(Records excerpted from a collection)
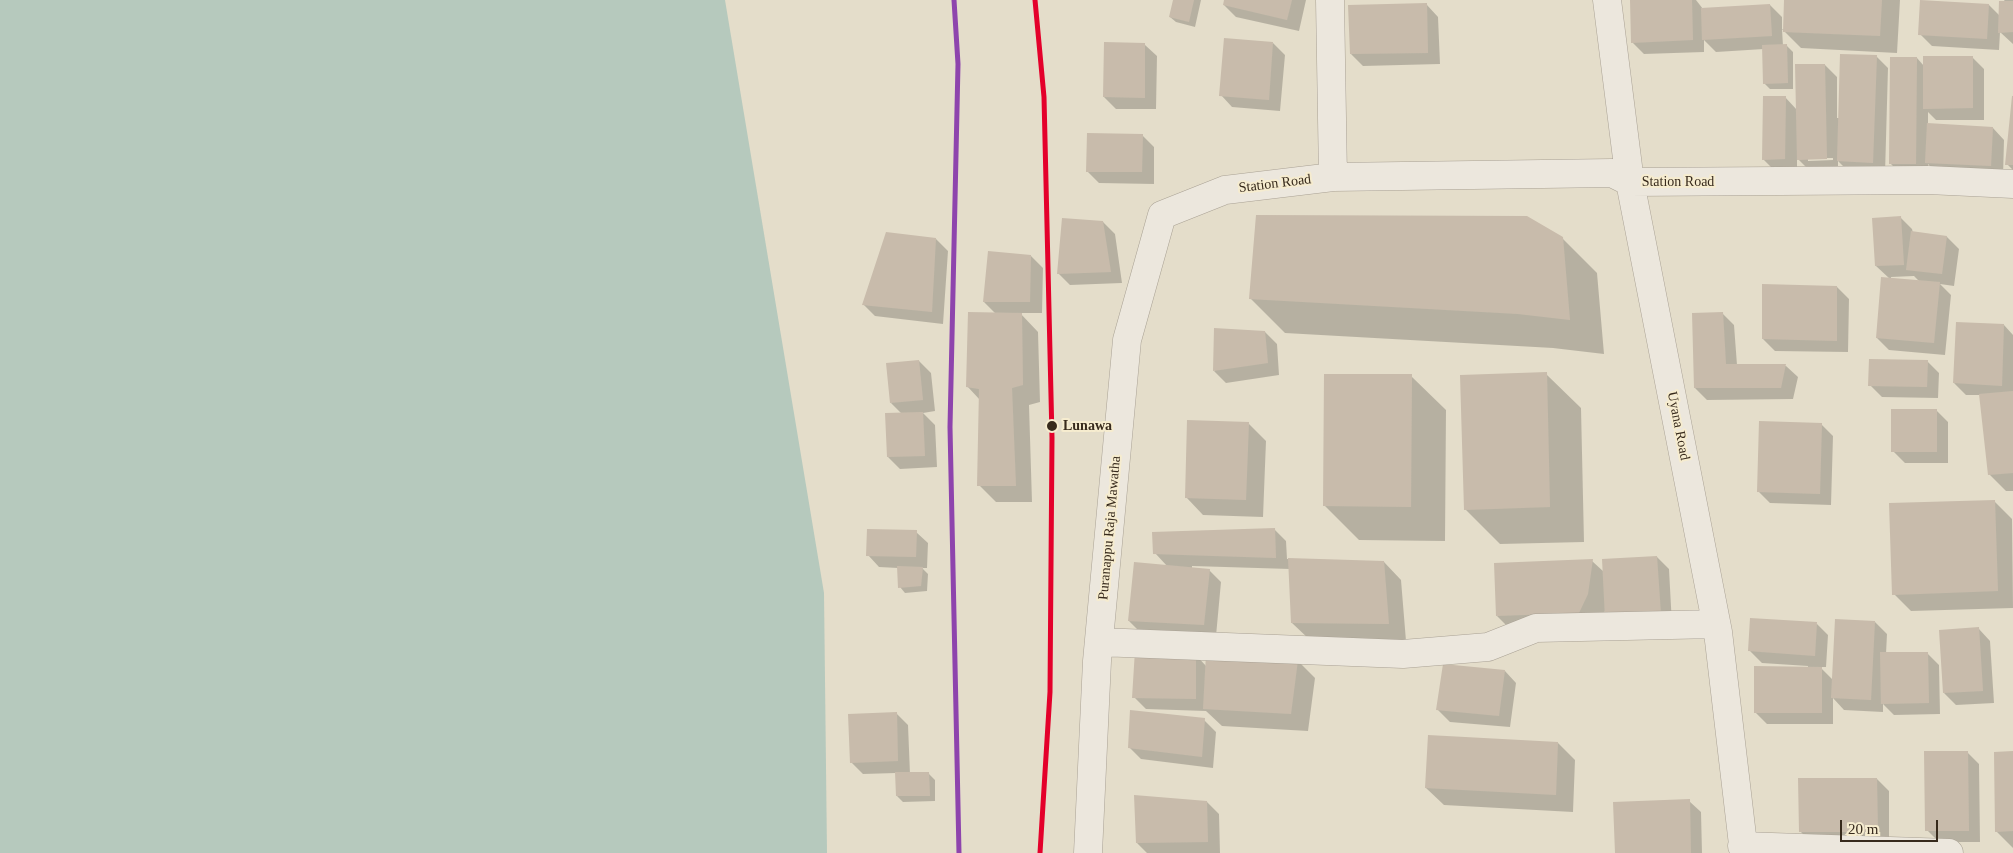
<!DOCTYPE html>
<style>
body{margin:0}
#map{position:relative;width:2013px;height:853px;overflow:hidden;background:#e4ddca;font-family:"Times New Roman",serif}
canvas{display:block}
.scale{position:absolute;left:1840px;top:820px;width:98px;height:22px;box-sizing:border-box;border:2px solid #372a1c;border-top:0;padding-left:6px;font-size:15px;line-height:18px;white-space:nowrap;color:#372a1c;-webkit-text-stroke:4px #f6eccf;paint-order:stroke}
</style>
<div id="map">
<canvas width="2013" height="853"></canvas>
<div class="scale">20 m</div>
</div>
<script>
const g = document.querySelector('canvas').getContext('2d');
g.lineJoin = 'round';
function fill(path, color) { g.fillStyle = color; g.fill(path, 'evenodd'); }
const shape = rows => new Path2D(rows.map(r => 'M' + r).join(''));
function trace(path, color, width, dash) { g.strokeStyle = color; g.lineWidth = width; g.lineCap = dash ? 'butt' : 'round'; g.setLineDash(dash || []); g.stroke(path); }
function drawText(font, color, halo, rows, align = 'center') {
  g.font = font + ' "Times New Roman",serif'; g.lineWidth = 4; g.setLineDash([]); g.textBaseline = 'middle'; g.strokeStyle = halo; g.fillStyle = color; for (const [text, x, y, turn = 0] of rows) {
    g.save(); g.translate(x, y); g.rotate((+turn || 0) * Math.PI / 180); g.textAlign = isNaN(turn) ? turn : align; if (halo) g.strokeText(text, 0, 0); g.fillText(text, 0, 0); g.restore();
  }
}
fill(shape([
 [0,0,725,0,824,593,827,853,0,853]
]), '#b6c9bd');
fill(shape([
 [1174,0,1201,0,1195,27,1176,22,1170,17],
 [1225,0,1306,0,1299,31,1236,17,1224,5],
 [1631,0,1696,0,1703,9,1770,5,1782,17,1782,29,1784,29,1785,0,1900,0,1897,53,1801,48,1782,29,1783,46,1787,46,1793,52,1793,89,1770,89,1764,83,1764,49,1716,52,1704,40,1704,52,1644,54,1632,42],
 [2004,0,2013,0,2013,44,2000,32,1999,50,1932,46,1920,34,1989,5,2000,16,2006,3],
 [1427,5,1438,17,1440,64,1363,66,1351,54],
 [1273,43,1285,55,1280,111,1232,107,1221,95],
 [1145,45,1157,56,1156,109,1116,109,1104,97],
 [1876,56,1888,68,1885,174,1850,173,1838,161,1838,170,1810,171,1797,158,1797,171,1775,171,1763,159,1785,97,1797,110,1825,65,1837,77,1837,118,1840,118],
 [1808,158,1833,158,1833,160,1808,161],
 [1972,57,1984,69,1984,120,1936,120,1928,112,1928,125,1993,128,2004,140,2003,177,1938,174,1928,164,1928,175,1902,175,1890,163,1917,58,1924,66],
 [2013,95,2013,170,2007,164],
 [1142,135,1154,147,1154,184,1099,183,1087,171],
 [1900,217,1912,229,1913,233,1947,237,1959,249,1954,286,1940,284,1951,295,1945,355,1889,350,1877,338,1890,279,1876,266],
 [1914,276,1920,282,1891,279,1891,277],
 [1103,222,1115,234,1122,283,1070,285,1058,273],
 [1562,238,1597,273,1604,354,1553,348,1285,333,1251,299],
 [936,239,948,251,943,324,875,316,863,304],
 [1031,256,1043,268,1042,313,1020,313,1038,332,1040,402,1029,405,1032,502,996,502,979,485,980,400,967,386,996,314,984,302],
 [1837,287,1849,299,1848,352,1775,351,1763,339],
 [1722,313,1734,325,1737,365,1786,366,1798,377,1793,399,1707,400,1695,388],
 [2004,325,2013,335,2013,491,2006,491,1989,474,1980,395,1966,395,1954,383],
 [1265,332,1277,344,1279,375,1226,383,1214,371],
 [919,361,931,373,935,411,923,413,935,425,937,467,900,469,888,457,902,414,891,403],
 [1927,361,1939,373,1938,398,1882,397,1870,385],
 [1546,374,1581,408,1584,542,1500,544,1465,509],
 [1411,376,1446,410,1445,541,1359,540,1324,505],
 [1936,410,1948,422,1948,463,1905,463,1893,451],
 [1249,424,1266,441,1263,517,1203,515,1186,497],
 [1821,424,1833,436,1831,505,1770,503,1758,491],
 [1995,502,2012,519,2013,608,1911,611,1894,594],
 [1274,529,1286,541,1287,559,1384,562,1401,580,1406,641,1310,640,1292,623,1290,569,1192,566,1192,568,1209,570,1221,582,1216,636,1141,633,1129,621,1167,566,1155,553],
 [916,532,928,543,927,568,922,568,928,574,927,591,905,593,900,587,898,568,879,567,868,555],
 [1657,557,1669,569,1672,625,1606,609,1596,630,1514,633,1497,616,1592,561,1604,572],
 [1875,622,1887,634,1886,654,1927,653,1939,665,1940,714,1894,715,1883,704,1883,712,1844,710,1833,698,1833,724,1767,724,1755,712,1808,668,1808,666,1762,663,1750,651,1817,624,1828,635,1826,667,1820,667,1833,680],
 [1979,629,1990,641,1994,703,1956,705,1944,693],
 [1195,654,1206,666,1298,661,1315,678,1308,731,1222,726,1206,711,1146,709,1134,697],
 [1505,671,1516,683,1510,727,1450,722,1438,710],
 [896,713,908,725,910,774,929,774,935,780,935,801,903,802,897,796,896,773,863,774,851,762],
 [1204,720,1216,732,1213,768,1141,759,1129,747],
 [1558,743,1575,760,1573,812,1444,805,1426,788],
 [1967,752,1979,764,1980,842,1939,842,1927,830],
 [2013,753,2013,848,1996,831],
 [1877,779,1889,791,1889,843,1812,843,1800,831],
 [1689,801,1701,812,1702,853,1616,853],
 [1207,802,1219,814,1220,853,1147,853,1137,843]
]), '#0003');
fill(shape([
 [1173,0,1194,0,1189,22,1169,17],
 [1224,0,1292,0,1287,20,1223,5],
 [1630,0,1692,0,1693,40,1631,43],
 [1784,0,1882,0,1880,36,1783,32],
 [1920,0,1989,4,1987,39,1918,35],
 [1999,1,2013,1,2013,32,1998,33],
 [1427,3,1428,53,1350,54,1348,5],
 [1770,4,1772,36,1702,40,1701,8],
 [1224,38,1273,42,1269,100,1219,96],
 [1104,42,1145,43,1145,98,1103,97],
 [1787,44,1788,83,1763,84,1762,45],
 [1840,54,1877,55,1873,163,1837,161],
 [1923,56,1973,56,1973,108,1923,109],
 [1890,57,1917,57,1916,164,1889,164],
 [1795,64,1825,64,1827,159,1797,160],
 [1763,96,1786,96,1785,159,1762,160],
 [2012,96,2013,96,2013,165,2005,165],
 [1927,123,1993,127,1991,166,1925,163],
 [1087,133,1143,134,1142,172,1086,172],
 [1256,215,1527,216,1563,237,1570,320,1518,314,1249,299],
 [1901,216,1904,265,1875,266,1872,218],
 [1062,218,1103,221,1111,272,1057,274],
 [1911,231,1947,236,1942,274,1906,270],
 [886,232,936,238,932,312,862,305],
 [988,251,1031,255,1030,302,983,302],
 [1881,277,1940,282,1934,343,1876,338],
 [1762,284,1837,286,1837,341,1762,339],
 [968,312,1022,313,1023,385,1012,388,1016,486,977,486,979,389,966,387],
 [1723,312,1726,364,1786,364,1781,388,1694,388,1692,313],
 [1956,322,2004,324,2002,386,1953,383],
 [1214,328,1265,331,1268,363,1213,371],
 [1869,359,1928,360,1927,387,1868,386],
 [919,360,923,400,890,403,886,363],
 [1547,372,1550,507,1464,510,1460,375],
 [1324,374,1412,374,1411,507,1323,506],
 [2013,391,2013,473,1988,475,1979,394],
 [1891,409,1937,409,1937,452,1891,452],
 [923,412,925,456,887,457,885,413],
 [1187,420,1249,422,1246,500,1185,498],
 [1759,421,1822,423,1820,494,1757,492],
 [1995,500,1998,591,1892,595,1889,503],
 [1275,528,1276,558,1153,554,1152,532],
 [867,529,917,530,916,557,866,556],
 [1657,556,1661,614,1605,618,1602,559],
 [1288,558,1384,561,1389,624,1291,623],
 [1593,559,1588,594,1579,613,1496,616,1494,563],
 [1134,562,1210,569,1204,625,1128,621],
 [897,566,923,567,921,586,898,588],
 [1750,618,1817,622,1815,656,1748,651],
 [1835,619,1875,621,1871,700,1831,698],
 [1979,627,1983,691,1943,693,1939,630],
 [1135,650,1196,653,1196,699,1132,698],
 [1880,652,1928,652,1929,703,1881,704],
 [1206,654,1298,660,1291,714,1203,709],
 [1443,664,1505,670,1499,716,1436,710],
 [1754,666,1822,667,1822,713,1754,713],
 [1130,710,1205,718,1202,757,1128,748],
 [897,712,898,761,850,763,848,714],
 [1428,735,1558,742,1556,795,1425,788],
 [1924,751,1968,751,1969,831,1925,831],
 [2013,751,2013,831,1995,832,1994,752],
 [895,772,929,772,930,796,896,796],
 [1798,778,1877,778,1878,832,1799,832],
 [1134,795,1207,801,1208,842,1136,843],
 [1690,799,1691,853,1615,853,1613,802]
]), '#c8bbab');
const minor = shape([
 [1330,0,1333,177],
 [1607,0,1630,182,1718,632,1744,853],
 [1099,642,1403,654,1488,647,1536,628,1716,624,1718,632],
 [1742,846,1949,853],
 [1088,853,1097,661,1127,340,1162,215,1225,190,1333,177,1612,173,1630,182,1928,180,2013,184]
]);
trace(minor, '#a9a194', 29);
trace(minor, '#ece7dd', 28);
trace(shape([
 [1035,0,1044,97,1052,438,1050,692,1040,853]
]), '#e4002b', 5);
trace(shape([
 [954,0,958,64,950,427,959,853]
]), '#8e44ad', 5);
for (const [x, y, r, color] of [
 [1052,426,6,"#372a1c"]
]) { const dot = new Path2D(); dot.arc(x, y, r, 0, 2 * Math.PI); g.fillStyle = color; g.fill(dot); trace(dot, '#f6eccf', 2); }
drawText('14px', '#372a1c', '#f6eccf', [
 ["Station Road",1678,182],
 ["Station Road",1275,184,-7],
 ["Uyana Road",1678,426,79],
 ["Puranappu Raja Mawatha",1110,528,-85]
]);
drawText('bold 14px', '#372a1c', '#f6eccf', [
 ["Lunawa",1063,426]
], 'left');
</script>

Problem statement -
Copy exactly what appears in the entries, beginning with the first line and ending with the line that has "function drawText(font, color, halo, rows, align", but not the pictures.

Finished task -
<!DOCTYPE html>
<style>
body{margin:0}
#map{position:relative;width:2013px;height:853px;overflow:hidden;background:#e4ddca;font-family:"Times New Roman",serif}
canvas{display:block}
.scale{position:absolute;left:1840px;top:820px;width:98px;height:22px;box-sizing:border-box;border:2px solid #372a1c;border-top:0;padding-left:6px;font-size:15px;line-height:18px;white-space:nowrap;color:#372a1c;-webkit-text-stroke:4px #f6eccf;paint-order:stroke}
</style>
<div id="map">
<canvas width="2013" height="853"></canvas>
<div class="scale">20 m</div>
</div>
<script>
const g = document.querySelector('canvas').getContext('2d');
g.lineJoin = 'round';
function fill(path, color) { g.fillStyle = color; g.fill(path, 'evenodd'); }
const shape = rows => new Path2D(rows.map(r => 'M' + r).join(''));
function trace(path, color, width, dash) { g.strokeStyle = color; g.lineWidth = width; g.lineCap = dash ? 'butt' : 'round'; g.setLineDash(dash || []); g.stroke(path); }
function drawText(font, color, halo, rows, align = 'center') {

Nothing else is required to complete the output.